Not all detective stories are Sherlock Holmes stories, of course.
And fans of Sherlock are not necessarily fans of all mysteries. He's a special one, a rare individual with a particular way of dealing with the mysteries that come his way. Few detectives measure up. But that is what gives some of the stories their substance.
Take BBC's Broadchurch, for example, a streaming pick that I've taken up recently. The lead detective's inability to solve the crime quickly is what makes the story. As the search for answers drags on, more and more secrets from under the town's appearance of quiet normalcy start to come out. So many of the characters are hiding something, much of which has nothing to do with the crime being investigated. And those secrets are what turn the story into an ongoing series.
Sherlock Holmes's efficiency had him solving matters in fifty-six cases that could be recorded as "short" stories. And John Watson had a part in that efficiency as well, editing the investigations down to fit in a size The Strand Magazine could handle. But when you look at a detective story being told like Broadchurch and you think about how Sherlock Holmes would have looked at such a town and such a case, and what he would have seen there . . . and how none of it would have been reported by Watson in The Strand.
But Sherlock Holmes would have known.
Sherlock Holmes would have known. All the little details picked up by his keen eye. All the little truths exposed by those observations. All the secrets revealed in those truths. All the darkness that Sherlock Holmes kept inside and didn't let out. Except for the momentary flash . . . .
"It is my belief, Watson, founded upon my experience, that the lowest and vilest alleys in London do not present a more dreadful record of sin than does the smiling and beautiful countryside."
Sherlock Holmes states pretty clearly that those words from "The Adventure of the Copper Beeches" come from personal experience. And they sound like it wasn't just a single experience.

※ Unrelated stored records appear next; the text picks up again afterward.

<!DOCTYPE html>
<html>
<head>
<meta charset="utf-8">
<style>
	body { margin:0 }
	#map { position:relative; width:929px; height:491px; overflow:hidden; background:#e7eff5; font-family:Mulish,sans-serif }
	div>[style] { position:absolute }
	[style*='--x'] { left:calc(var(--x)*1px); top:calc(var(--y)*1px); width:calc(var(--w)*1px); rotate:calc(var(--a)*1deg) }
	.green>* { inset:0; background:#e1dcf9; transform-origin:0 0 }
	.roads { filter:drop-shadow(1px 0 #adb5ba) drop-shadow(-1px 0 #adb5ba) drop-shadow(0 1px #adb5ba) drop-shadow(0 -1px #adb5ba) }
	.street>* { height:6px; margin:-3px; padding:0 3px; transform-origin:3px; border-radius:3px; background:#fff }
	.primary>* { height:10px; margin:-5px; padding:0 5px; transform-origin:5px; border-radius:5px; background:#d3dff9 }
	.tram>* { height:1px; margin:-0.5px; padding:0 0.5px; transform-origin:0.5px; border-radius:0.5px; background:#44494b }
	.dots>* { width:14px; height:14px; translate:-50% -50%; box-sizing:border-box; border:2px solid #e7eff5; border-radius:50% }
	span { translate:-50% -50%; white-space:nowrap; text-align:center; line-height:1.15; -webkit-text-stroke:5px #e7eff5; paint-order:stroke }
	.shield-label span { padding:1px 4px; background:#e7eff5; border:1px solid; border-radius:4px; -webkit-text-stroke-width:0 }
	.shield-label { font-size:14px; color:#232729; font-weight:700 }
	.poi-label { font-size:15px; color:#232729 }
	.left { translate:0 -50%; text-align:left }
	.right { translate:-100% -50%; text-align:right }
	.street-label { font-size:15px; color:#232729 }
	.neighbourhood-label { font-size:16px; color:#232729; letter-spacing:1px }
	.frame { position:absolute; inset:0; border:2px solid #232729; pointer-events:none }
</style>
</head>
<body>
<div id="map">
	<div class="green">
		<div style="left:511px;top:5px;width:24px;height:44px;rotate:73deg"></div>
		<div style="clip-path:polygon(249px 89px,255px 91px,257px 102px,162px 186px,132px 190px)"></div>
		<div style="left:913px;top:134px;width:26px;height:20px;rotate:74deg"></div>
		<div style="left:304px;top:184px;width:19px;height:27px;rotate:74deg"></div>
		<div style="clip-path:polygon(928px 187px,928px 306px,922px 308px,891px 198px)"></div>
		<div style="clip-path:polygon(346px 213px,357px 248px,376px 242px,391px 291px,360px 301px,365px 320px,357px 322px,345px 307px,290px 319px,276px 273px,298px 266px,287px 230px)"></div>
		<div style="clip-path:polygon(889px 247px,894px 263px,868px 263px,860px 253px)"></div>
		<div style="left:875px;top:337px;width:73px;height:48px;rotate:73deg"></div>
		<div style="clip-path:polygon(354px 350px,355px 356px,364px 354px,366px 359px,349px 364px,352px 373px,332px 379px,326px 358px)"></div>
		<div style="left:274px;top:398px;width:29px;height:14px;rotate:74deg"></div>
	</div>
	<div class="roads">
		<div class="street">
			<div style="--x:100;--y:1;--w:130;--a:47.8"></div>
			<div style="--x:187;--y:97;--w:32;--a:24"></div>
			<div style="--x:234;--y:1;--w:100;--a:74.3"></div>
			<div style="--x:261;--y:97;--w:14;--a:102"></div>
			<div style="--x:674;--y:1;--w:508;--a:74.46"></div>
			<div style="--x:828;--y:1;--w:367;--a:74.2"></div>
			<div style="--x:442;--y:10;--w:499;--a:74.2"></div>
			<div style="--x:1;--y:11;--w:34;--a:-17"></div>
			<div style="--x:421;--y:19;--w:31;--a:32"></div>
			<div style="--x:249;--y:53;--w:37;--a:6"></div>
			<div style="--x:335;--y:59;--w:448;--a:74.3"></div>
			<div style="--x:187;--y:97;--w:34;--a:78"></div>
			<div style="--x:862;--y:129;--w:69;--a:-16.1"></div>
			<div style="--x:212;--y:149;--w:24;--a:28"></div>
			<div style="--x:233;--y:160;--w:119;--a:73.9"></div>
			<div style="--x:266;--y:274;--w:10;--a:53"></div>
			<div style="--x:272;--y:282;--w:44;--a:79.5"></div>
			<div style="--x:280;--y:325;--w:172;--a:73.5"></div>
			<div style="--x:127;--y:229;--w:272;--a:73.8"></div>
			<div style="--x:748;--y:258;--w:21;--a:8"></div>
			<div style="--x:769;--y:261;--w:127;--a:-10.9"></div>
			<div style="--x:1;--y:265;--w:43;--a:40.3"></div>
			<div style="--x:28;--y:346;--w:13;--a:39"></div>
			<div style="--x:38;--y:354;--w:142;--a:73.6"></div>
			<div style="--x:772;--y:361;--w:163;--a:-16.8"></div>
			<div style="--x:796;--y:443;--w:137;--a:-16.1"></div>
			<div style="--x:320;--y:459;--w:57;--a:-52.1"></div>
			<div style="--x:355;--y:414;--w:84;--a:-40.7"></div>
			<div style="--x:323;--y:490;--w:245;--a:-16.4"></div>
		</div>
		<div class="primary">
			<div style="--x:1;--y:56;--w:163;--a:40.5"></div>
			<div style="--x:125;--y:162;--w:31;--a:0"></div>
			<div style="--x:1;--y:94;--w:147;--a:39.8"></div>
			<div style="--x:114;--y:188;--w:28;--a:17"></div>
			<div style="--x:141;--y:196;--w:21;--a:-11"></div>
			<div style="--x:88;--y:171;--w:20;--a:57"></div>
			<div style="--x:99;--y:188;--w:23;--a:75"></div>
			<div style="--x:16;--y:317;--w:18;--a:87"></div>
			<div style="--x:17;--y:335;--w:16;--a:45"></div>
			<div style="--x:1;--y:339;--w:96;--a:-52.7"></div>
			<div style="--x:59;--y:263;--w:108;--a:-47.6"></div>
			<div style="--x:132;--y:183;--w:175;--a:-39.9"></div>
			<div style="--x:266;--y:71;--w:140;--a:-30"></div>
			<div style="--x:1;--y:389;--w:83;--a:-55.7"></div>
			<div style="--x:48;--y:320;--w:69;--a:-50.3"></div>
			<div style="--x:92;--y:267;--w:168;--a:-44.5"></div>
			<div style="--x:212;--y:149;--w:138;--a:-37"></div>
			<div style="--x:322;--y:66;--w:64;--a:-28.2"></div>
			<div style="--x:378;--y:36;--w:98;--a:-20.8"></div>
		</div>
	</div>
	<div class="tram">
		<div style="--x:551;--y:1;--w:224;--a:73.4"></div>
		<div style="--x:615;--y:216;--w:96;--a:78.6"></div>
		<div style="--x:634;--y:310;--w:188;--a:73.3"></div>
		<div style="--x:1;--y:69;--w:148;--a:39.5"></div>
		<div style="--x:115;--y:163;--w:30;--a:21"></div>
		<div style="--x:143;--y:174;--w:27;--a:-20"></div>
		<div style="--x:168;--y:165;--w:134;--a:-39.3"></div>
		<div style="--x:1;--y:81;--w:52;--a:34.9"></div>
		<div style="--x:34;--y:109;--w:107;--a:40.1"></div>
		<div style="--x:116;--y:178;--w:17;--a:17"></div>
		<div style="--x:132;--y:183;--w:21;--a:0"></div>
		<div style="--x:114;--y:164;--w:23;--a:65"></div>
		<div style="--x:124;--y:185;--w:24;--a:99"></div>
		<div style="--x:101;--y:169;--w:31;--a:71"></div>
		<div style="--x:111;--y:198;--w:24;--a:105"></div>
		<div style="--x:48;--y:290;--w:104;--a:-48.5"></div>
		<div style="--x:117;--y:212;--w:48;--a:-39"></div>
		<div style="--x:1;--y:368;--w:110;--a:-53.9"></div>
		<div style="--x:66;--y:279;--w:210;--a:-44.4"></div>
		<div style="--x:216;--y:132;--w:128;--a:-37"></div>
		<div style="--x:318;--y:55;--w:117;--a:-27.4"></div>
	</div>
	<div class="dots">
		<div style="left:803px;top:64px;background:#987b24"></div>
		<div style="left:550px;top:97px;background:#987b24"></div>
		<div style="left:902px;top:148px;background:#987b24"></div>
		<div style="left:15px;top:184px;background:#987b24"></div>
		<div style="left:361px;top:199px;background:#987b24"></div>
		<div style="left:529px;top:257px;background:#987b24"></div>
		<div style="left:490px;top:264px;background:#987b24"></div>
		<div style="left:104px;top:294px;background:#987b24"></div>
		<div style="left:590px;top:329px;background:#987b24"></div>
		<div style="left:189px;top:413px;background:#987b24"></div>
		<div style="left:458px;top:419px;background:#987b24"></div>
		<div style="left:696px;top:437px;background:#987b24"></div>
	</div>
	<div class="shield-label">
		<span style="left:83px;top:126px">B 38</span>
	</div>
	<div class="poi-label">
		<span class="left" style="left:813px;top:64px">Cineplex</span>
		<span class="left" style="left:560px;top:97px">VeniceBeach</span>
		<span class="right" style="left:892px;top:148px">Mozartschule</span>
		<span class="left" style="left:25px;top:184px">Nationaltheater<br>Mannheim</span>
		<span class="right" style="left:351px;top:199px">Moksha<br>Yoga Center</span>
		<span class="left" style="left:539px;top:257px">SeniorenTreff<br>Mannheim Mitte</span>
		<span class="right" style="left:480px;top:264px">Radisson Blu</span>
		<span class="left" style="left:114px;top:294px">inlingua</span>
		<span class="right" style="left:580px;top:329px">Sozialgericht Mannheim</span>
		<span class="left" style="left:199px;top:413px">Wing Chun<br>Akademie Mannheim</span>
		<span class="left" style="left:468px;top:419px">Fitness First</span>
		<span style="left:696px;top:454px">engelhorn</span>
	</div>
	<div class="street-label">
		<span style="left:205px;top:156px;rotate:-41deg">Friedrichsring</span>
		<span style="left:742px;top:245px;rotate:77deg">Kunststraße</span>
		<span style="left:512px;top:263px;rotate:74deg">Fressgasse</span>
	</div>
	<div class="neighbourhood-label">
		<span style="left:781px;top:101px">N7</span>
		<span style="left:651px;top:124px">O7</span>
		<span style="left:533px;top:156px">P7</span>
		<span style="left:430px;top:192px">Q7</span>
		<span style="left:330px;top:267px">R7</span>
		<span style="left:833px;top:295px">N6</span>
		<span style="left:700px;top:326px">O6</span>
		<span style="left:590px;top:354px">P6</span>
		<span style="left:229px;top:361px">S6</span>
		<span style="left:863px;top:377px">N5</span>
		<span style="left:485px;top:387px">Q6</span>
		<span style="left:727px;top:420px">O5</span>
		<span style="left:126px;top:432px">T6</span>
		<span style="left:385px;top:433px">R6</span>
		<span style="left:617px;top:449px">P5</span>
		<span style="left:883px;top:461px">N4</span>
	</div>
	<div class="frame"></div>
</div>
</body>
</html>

Watching what comes out in the long investigation shown in the first season of Broadchurch, one could imagine all the similar things that Sherlock Holmes kept inside, the leads he followed when he was away from Watson, and those Watson left out.
When Sherlock Holmes said, of Copernican theory, "You say that we go round the sun. If we went round the moon it would not make a pennyworth of difference to me or my work," we tend to think he was just having some fun with Watson. But there's a truth behind those words, a rule that Sherlock Holmes had to live by, dressed up in astronomical clothes. When on a case, Sherlock Holmes had to stick to only those facts that had to do with his work -- the case at hand.
One can imagine him using a paraphrase of that with a overly helpful witness: "You say that Mr. Roundhay is stealing from the church coffers. If he was stealing the Crown jewels from the Tower of London it would not make a pennyworth of difference to me or my work."
Adaptations often like to see Sherlock Holmes as "an automaton -- a calculating machine," as John Watson accused him of being in The Sign of Four. But as John surely knew better than anyone, Sherlock had depths, and some emotional depths at that. All of the things that he learned, all of the things that he saw . . . Robert Downey Jr.'s Sherlock Holmes touched on it as an overload of the senses, but there was more to it than that . . . Holmes didn't just sense more. He learned more. He knew more. More than he could ever reveal.
Did he allow his best friend in on that burden, to help carry the load? Were the hiatus and the somewhat early retirement both necessary retreats from all those secrets? Bees, for all their society, have no personal dramas filling the hive with backstories Holmes had to consider to care for the colony.
For all the years and all the fans, there is still so much to Sherlock Holmes we have yet to consider.